The Many Ways Cats Have Learned to Manipulate Humans

How did cats go from strolling hills to purring in our laps?

Owners frequently lament about their cats owning them, and not the other way around. Numerous scientific researches have discovered that cats can indeed manipulate humans in little and subtle ways.

Felines have evolved around humans, permitting them to observe our actions. Cats use these observations to develop habits that can get them the results they want.

These "manipulative behaviors" do not have evil reasons that motivate them. Cats are shown to prefer spending time with their owners. At times, cats can choose human communication over food and toys.

Experts concur that felines domesticated themselves. Unlike dogs that were chosen and bred for specific characteristics, cats came into our lives 4000 years ago for the promise of food. Rodents have long plagued humans, and this brought cats into our lives as well.

Do Cats Manipulate People?

Scientists do not know much about feline cognition or how felines use their minds to navigate the world around them. What they do know is that cats can observe our behavior in a process called 'social referencing.' This is something that children learn and use right into adulthood. It's when you're in an unfamiliar situation, and you use the reaction of the people around you to inform you of certain behaviors. For example, when a kid claims something ridiculous, they will observe how the adults will react. If the adults laugh, then that means it was a joke that was funny.

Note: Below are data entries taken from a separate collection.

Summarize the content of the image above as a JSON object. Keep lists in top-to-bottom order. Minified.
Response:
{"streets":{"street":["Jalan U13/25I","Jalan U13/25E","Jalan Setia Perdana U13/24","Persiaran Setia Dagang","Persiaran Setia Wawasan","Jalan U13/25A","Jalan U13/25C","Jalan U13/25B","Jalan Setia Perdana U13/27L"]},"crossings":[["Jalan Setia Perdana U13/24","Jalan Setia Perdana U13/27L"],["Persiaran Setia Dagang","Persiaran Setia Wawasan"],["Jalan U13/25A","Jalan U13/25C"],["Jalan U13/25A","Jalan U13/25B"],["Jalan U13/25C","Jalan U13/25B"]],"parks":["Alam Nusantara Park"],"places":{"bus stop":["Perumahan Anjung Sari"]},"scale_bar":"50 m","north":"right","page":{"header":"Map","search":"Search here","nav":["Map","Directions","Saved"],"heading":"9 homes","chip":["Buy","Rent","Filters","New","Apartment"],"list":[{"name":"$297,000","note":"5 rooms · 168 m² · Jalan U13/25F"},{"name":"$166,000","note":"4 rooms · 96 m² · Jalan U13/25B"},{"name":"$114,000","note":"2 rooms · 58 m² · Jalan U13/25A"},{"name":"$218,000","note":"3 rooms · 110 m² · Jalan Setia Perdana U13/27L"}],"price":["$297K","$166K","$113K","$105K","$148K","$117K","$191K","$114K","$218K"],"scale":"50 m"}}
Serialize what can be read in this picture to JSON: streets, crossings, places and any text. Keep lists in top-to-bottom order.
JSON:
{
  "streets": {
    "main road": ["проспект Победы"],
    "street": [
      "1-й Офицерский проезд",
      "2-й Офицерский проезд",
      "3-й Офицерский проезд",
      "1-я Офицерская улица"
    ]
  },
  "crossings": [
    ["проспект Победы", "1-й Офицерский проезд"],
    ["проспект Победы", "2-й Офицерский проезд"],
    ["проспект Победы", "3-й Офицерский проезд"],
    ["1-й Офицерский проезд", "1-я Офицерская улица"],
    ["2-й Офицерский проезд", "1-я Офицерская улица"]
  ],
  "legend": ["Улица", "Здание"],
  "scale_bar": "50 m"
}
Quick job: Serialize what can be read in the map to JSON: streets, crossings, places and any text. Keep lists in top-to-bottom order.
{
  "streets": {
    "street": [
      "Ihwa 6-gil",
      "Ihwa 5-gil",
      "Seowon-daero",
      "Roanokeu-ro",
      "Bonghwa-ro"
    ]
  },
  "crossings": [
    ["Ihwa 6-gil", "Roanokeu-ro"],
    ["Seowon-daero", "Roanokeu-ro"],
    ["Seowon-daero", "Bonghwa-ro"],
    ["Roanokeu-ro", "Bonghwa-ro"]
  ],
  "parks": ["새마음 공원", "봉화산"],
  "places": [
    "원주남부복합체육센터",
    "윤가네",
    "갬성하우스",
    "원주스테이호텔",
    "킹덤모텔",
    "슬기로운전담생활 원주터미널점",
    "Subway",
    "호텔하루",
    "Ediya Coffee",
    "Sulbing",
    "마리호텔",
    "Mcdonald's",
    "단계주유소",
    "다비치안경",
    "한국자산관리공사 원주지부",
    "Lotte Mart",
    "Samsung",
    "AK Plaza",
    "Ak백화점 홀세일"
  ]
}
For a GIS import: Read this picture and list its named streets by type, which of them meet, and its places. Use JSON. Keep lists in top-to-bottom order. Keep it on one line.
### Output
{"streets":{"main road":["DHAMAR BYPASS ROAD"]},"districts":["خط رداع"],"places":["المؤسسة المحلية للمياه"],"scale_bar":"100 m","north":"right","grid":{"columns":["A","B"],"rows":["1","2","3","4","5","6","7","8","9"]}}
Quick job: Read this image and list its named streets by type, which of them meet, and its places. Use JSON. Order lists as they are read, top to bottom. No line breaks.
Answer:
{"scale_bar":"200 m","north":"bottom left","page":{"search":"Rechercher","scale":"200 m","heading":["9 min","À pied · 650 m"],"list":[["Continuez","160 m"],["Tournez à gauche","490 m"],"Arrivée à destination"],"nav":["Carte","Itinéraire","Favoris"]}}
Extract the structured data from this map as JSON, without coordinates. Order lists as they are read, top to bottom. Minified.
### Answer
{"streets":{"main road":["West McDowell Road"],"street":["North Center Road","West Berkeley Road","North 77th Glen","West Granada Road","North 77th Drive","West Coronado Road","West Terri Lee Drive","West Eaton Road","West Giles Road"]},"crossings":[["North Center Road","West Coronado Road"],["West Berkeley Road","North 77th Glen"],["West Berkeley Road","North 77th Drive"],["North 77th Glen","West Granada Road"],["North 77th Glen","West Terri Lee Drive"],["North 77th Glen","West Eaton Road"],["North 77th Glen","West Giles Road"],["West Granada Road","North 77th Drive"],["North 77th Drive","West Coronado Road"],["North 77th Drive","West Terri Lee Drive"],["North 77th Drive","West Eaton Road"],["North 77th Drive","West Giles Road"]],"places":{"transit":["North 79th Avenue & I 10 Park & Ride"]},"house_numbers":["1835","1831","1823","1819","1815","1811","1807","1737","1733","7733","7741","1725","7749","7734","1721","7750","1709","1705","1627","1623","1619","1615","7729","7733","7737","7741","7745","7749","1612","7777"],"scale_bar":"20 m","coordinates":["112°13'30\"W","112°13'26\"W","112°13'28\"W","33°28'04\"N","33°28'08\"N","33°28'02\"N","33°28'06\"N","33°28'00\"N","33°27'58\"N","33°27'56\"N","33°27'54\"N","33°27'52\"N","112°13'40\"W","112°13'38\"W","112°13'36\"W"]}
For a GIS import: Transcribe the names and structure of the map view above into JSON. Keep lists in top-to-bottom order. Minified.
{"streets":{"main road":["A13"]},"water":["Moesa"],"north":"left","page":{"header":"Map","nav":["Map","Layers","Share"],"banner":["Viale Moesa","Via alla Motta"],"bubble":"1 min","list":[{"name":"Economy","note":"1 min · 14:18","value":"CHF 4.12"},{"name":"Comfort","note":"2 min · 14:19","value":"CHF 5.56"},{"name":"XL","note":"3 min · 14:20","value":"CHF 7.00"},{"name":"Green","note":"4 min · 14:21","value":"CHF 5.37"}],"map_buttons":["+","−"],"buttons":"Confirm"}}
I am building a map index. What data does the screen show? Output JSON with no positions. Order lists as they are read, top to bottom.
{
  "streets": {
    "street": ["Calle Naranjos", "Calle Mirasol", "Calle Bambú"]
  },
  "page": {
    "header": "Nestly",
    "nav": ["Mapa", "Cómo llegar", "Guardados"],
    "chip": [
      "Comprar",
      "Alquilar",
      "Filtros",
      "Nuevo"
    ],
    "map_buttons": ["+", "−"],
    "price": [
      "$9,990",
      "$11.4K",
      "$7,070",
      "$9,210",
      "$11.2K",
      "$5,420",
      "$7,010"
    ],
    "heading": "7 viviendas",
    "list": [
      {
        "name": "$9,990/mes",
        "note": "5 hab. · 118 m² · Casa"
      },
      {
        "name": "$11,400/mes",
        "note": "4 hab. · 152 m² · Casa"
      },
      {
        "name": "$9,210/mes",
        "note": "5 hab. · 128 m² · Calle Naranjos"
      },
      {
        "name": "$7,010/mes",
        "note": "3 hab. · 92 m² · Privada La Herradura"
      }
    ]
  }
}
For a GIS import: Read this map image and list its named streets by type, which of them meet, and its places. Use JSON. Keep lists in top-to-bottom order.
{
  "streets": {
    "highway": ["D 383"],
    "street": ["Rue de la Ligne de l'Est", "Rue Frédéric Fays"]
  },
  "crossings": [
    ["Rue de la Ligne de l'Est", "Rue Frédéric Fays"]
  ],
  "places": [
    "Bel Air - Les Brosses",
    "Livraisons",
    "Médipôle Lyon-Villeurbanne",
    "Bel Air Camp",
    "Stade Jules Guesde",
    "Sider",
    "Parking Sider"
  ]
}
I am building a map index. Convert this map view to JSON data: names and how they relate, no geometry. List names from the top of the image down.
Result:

Social referencing is an intricate process, so pets showing it have high intelligence. As they are clever enough to put our behavior in context, they can train themselves to behave in a manner that triggers those behaviors. This capability to social reference reveals just how well felines have adjusted to humans.

Manipulation Or A Product Of Evolution?

The word 'manipulate' have very negative undertones. So let me start this by clarifying that when it comes to our furry friends, it does not necessarily indicate evil or malevolence. Researchers believe that these manipulative behaviors are simply a way cats engage with human beings. It is deeply ingrained in how felines develop connections with people and us with them.

The term "domesticated cat" might be a misnomer. Felines were not tamed; instead, cats made human negotiations. Seeing that cats were good at searching rats, people decided to keep them. For this reason, some researchers choose the term "semi-domesticated" to show the difference.

Once we consider cats as animals that chose to live alongside human beings, the behaviors of modern felines make more sense. The partnership was mutually advantageous. In time, cats with more manageable characteristics were preferred over more aggressive ones, effectively developing new species that would at some point become the breeds of domestic cats we know today.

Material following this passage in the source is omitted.